Records from a collection
***
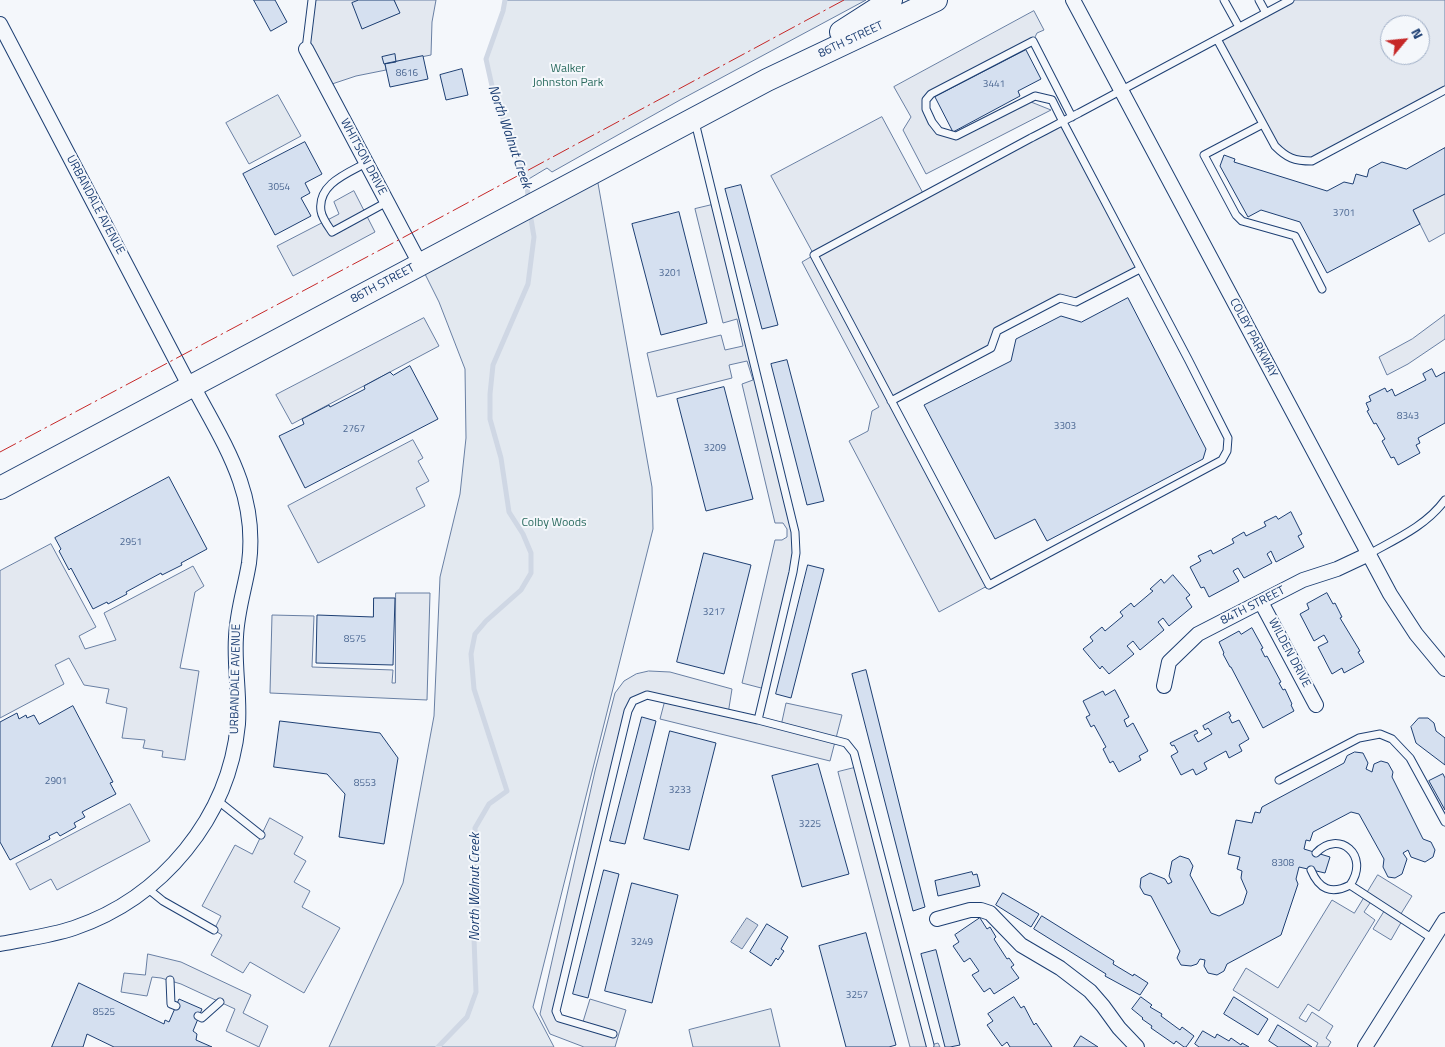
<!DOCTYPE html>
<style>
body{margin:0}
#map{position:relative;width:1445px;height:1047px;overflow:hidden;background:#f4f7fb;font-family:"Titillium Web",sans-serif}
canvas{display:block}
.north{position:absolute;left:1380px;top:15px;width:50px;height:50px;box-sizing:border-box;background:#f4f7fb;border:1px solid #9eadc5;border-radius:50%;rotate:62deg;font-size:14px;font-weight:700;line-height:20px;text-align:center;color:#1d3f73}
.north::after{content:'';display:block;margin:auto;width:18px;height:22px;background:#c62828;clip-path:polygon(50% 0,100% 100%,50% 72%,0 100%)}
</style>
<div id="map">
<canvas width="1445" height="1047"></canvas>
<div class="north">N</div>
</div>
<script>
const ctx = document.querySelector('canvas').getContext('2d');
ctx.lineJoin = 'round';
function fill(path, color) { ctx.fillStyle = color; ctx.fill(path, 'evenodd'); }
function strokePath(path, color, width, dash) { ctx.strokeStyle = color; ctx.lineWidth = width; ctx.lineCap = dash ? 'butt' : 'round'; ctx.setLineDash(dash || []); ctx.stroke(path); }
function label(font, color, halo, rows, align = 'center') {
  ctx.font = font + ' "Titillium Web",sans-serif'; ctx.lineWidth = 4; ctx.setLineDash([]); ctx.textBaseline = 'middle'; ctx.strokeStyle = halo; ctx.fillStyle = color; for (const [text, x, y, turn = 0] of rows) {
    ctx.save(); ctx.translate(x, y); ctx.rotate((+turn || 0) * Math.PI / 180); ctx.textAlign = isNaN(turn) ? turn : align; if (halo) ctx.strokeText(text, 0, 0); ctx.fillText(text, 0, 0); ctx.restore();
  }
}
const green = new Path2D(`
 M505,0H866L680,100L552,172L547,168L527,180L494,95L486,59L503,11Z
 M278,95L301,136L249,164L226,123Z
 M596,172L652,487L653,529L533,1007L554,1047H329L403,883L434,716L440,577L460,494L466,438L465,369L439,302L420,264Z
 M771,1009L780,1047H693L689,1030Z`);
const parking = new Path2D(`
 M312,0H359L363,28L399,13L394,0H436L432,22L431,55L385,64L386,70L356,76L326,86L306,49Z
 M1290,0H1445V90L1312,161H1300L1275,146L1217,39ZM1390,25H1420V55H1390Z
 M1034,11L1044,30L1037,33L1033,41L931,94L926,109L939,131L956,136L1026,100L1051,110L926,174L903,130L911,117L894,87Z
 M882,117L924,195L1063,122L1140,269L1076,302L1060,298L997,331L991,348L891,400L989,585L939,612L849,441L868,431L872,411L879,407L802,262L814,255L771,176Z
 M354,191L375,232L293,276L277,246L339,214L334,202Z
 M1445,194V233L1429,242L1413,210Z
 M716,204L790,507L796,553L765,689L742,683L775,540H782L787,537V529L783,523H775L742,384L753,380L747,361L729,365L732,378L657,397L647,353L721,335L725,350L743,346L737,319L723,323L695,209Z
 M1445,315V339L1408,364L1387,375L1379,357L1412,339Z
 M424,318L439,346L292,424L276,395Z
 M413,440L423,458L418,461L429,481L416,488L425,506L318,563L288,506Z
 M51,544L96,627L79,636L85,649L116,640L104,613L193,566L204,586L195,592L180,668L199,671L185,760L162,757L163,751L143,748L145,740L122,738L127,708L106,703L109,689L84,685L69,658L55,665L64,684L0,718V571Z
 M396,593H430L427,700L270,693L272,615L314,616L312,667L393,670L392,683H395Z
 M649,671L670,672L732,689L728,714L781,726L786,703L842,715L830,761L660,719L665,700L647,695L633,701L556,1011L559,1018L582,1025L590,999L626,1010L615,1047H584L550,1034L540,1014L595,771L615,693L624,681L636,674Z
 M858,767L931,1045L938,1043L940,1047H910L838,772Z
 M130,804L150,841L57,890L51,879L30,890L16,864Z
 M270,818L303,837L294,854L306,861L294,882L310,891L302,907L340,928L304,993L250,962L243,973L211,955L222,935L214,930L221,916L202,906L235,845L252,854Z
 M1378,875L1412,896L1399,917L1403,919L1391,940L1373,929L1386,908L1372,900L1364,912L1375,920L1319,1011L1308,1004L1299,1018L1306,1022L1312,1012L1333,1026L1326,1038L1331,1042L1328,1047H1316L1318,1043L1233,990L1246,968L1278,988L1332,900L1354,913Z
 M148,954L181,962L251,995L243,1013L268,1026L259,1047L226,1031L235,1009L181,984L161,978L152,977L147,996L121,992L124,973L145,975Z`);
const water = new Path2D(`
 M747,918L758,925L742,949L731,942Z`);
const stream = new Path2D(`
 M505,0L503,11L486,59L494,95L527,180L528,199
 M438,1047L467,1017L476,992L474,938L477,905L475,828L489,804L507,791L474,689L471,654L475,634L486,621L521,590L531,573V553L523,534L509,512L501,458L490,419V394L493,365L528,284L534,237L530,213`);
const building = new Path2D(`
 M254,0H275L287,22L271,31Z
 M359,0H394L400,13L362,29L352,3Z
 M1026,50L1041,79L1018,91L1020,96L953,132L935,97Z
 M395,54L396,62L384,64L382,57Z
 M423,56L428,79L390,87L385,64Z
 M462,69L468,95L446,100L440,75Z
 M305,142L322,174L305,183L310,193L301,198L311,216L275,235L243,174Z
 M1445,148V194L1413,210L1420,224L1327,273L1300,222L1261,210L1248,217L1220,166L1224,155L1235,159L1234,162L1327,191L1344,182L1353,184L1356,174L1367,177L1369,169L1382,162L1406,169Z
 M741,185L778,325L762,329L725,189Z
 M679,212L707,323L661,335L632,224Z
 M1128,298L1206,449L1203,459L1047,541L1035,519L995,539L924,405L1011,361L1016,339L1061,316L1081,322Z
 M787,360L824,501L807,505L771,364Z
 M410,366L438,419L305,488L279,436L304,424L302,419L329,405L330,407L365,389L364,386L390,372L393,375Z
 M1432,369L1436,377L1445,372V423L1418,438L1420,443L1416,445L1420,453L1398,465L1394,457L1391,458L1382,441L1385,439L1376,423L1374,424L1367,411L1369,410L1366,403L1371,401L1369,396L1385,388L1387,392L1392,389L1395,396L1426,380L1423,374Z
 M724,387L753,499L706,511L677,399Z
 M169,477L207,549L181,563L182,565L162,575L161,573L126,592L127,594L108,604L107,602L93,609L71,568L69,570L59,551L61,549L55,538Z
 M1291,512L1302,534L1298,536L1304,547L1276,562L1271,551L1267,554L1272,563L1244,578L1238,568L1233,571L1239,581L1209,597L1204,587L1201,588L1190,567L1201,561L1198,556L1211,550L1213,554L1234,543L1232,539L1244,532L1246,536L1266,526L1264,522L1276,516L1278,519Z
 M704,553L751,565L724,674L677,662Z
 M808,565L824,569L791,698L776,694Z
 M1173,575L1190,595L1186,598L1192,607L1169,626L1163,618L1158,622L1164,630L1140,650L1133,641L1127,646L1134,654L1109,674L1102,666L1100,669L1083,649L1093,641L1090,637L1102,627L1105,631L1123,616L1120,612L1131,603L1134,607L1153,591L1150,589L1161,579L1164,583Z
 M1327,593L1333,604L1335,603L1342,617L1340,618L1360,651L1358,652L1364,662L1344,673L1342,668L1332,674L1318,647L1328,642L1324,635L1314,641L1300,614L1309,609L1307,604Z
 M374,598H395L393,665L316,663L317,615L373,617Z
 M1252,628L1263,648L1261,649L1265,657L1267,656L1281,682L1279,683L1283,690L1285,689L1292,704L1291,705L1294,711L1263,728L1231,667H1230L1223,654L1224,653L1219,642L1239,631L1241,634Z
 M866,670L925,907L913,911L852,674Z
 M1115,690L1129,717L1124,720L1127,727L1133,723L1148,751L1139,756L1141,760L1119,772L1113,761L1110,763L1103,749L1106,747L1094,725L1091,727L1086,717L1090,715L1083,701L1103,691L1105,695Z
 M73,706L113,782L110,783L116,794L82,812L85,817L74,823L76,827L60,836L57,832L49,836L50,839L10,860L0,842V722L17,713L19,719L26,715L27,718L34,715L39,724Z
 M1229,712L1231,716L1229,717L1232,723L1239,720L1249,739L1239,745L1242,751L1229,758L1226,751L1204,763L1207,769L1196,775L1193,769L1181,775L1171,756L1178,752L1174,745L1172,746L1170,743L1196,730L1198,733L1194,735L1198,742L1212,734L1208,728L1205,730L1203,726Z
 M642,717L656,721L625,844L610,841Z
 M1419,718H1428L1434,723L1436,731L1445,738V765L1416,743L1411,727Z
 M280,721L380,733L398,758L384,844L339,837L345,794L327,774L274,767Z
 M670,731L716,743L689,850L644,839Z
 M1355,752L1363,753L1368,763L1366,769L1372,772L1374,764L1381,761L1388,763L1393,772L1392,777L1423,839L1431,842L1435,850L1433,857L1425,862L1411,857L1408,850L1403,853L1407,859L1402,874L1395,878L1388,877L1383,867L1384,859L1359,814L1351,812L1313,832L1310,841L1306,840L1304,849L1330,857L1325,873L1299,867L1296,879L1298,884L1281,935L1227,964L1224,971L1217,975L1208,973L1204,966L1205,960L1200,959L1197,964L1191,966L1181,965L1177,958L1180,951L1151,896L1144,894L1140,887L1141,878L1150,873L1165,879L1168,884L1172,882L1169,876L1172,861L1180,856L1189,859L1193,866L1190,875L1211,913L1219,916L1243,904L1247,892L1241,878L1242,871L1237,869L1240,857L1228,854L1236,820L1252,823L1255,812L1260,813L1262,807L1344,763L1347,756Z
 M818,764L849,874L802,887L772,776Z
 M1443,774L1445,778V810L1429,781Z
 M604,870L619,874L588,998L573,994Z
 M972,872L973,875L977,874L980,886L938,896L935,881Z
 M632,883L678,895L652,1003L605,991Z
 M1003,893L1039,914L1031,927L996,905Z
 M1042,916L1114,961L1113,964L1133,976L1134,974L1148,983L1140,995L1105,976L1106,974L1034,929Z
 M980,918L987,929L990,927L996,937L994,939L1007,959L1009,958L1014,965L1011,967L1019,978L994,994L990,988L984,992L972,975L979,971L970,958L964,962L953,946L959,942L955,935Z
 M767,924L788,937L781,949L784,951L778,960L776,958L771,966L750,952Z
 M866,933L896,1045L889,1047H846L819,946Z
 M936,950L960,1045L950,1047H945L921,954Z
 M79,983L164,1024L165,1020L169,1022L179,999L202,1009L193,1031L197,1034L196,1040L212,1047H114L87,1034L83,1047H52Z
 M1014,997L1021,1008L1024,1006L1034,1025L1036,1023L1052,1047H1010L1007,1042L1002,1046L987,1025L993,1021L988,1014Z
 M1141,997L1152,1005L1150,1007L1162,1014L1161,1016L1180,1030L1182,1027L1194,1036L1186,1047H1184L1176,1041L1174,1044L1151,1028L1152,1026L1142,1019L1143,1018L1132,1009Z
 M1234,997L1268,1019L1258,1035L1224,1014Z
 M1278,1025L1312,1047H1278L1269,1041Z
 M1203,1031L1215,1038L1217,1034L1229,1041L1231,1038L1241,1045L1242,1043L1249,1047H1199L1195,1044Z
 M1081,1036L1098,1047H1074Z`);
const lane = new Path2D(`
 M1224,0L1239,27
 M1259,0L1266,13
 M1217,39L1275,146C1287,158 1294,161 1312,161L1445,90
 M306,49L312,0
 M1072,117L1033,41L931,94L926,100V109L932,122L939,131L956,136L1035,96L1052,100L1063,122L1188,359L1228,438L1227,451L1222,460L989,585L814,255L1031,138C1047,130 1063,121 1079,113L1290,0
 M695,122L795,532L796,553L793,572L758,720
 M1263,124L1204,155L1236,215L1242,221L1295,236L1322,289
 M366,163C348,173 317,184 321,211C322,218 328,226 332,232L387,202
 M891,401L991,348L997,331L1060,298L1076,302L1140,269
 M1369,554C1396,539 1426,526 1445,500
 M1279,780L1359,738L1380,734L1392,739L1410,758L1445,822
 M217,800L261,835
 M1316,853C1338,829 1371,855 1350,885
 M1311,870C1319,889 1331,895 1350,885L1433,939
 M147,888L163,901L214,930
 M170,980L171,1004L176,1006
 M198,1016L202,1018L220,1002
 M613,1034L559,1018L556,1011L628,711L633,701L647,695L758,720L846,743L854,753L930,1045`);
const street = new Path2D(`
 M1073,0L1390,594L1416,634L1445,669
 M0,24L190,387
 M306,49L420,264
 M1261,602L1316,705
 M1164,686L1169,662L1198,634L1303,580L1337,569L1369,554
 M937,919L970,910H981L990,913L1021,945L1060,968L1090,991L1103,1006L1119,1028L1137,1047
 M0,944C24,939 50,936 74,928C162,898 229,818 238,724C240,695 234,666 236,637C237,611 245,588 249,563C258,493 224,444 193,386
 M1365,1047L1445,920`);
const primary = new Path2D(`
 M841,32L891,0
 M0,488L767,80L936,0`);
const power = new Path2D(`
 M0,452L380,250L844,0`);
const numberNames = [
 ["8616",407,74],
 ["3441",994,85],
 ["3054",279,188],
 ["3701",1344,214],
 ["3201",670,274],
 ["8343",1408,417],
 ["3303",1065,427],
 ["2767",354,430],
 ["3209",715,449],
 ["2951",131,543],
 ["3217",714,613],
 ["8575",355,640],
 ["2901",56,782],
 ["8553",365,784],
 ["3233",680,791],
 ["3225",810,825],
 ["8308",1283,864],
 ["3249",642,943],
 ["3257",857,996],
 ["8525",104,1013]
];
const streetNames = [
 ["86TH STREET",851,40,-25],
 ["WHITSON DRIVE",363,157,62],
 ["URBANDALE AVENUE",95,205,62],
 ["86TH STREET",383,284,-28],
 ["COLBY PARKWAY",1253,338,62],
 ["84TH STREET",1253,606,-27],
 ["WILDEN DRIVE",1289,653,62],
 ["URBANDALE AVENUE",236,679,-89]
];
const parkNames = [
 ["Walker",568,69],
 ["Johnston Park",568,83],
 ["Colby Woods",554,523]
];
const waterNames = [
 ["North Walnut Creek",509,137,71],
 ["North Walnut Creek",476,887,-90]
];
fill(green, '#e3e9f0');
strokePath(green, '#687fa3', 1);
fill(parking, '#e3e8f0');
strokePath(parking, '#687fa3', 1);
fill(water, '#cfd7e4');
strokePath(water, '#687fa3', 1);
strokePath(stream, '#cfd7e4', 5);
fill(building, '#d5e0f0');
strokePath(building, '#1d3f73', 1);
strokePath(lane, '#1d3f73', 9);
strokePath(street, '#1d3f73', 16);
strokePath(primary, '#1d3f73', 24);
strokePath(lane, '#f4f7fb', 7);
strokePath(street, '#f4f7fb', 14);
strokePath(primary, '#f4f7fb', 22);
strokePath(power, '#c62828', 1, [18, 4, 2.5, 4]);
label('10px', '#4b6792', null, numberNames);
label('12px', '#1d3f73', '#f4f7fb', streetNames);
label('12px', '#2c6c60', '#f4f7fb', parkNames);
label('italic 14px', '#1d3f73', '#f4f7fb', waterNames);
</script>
***
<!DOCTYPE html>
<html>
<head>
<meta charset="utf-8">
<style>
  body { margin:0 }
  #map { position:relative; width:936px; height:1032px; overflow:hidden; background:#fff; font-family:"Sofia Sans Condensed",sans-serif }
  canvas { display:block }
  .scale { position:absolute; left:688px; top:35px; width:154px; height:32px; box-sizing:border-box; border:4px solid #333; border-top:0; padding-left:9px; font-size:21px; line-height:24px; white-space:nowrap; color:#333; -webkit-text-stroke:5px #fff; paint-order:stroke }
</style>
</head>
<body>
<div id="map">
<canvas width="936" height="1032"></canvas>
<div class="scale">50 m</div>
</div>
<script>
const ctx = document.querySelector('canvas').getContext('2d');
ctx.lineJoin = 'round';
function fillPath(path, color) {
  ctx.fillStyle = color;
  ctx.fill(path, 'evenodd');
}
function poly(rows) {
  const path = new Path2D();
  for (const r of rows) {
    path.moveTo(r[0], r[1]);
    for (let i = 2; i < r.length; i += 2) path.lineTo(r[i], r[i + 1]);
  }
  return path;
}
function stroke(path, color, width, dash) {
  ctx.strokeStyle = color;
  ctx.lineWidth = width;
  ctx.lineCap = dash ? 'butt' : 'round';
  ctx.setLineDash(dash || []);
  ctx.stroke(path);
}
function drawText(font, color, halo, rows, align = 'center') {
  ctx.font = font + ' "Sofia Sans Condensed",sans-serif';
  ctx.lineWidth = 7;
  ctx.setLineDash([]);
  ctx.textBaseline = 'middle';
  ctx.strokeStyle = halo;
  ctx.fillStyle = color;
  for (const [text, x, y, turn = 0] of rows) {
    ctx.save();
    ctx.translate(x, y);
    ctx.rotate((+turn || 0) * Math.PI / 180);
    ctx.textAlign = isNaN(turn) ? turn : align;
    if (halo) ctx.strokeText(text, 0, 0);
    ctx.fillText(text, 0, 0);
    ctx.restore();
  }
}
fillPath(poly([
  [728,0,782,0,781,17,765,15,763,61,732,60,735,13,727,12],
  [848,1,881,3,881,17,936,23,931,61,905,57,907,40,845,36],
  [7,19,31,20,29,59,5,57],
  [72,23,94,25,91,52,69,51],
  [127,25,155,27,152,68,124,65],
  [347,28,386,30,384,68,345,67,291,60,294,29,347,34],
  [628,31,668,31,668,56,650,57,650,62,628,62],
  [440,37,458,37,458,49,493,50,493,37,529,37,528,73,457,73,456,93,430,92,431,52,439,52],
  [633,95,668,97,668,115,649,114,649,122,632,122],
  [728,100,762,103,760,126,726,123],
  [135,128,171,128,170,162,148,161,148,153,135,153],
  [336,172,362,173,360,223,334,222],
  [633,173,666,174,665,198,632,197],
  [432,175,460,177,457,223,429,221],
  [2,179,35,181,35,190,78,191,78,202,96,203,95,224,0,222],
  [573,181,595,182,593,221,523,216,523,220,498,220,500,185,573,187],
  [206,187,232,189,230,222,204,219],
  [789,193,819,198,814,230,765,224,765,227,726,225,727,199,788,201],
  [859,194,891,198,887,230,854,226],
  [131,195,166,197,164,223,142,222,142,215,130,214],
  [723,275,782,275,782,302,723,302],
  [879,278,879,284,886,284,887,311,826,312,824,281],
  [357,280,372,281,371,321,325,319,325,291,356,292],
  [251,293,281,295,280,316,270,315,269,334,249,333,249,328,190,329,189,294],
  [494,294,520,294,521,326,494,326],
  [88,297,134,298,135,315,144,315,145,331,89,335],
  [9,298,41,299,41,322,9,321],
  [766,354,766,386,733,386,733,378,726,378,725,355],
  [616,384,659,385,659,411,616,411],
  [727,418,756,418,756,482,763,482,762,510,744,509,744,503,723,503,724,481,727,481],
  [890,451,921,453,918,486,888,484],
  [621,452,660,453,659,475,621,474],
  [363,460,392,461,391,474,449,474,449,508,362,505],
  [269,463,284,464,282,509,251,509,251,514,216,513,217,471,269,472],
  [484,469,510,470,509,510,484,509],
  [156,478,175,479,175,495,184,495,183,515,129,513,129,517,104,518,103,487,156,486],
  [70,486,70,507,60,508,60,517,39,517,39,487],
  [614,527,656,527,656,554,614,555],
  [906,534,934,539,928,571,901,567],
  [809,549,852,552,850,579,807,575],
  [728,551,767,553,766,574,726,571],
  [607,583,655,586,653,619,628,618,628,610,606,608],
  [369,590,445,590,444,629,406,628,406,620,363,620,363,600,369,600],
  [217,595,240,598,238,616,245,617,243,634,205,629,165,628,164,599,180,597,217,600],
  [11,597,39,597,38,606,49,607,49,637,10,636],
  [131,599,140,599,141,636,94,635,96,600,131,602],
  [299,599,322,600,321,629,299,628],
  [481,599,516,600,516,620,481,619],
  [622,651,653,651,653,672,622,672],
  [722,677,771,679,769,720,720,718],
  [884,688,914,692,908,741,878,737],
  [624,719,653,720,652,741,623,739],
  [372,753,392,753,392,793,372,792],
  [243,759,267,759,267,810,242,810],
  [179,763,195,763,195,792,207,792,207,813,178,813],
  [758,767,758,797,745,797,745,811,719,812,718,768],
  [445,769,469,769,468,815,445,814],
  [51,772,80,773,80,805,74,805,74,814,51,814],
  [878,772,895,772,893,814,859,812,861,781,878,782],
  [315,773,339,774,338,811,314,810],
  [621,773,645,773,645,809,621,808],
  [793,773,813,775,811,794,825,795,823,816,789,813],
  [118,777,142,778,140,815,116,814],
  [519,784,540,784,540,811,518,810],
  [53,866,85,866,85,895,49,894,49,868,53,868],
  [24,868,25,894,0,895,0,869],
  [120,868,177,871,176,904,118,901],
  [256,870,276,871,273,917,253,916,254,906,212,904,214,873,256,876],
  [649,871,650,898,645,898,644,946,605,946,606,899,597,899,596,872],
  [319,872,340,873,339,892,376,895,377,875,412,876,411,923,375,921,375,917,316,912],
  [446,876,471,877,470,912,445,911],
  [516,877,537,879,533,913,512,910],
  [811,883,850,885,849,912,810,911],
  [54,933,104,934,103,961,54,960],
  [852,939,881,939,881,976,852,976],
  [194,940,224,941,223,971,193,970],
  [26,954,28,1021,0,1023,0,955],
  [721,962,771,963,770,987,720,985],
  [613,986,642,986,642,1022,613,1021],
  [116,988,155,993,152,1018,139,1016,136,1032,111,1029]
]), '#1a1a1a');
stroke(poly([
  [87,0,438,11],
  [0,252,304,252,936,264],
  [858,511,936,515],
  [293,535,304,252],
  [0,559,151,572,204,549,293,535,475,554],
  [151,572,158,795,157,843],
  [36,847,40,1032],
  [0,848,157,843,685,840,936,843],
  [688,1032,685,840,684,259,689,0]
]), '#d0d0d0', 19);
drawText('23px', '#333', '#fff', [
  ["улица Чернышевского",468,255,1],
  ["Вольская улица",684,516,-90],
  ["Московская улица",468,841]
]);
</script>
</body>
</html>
***
Exercise directions
How many lines in the data contain the string "scale"? Respond with the number only.

Result below
2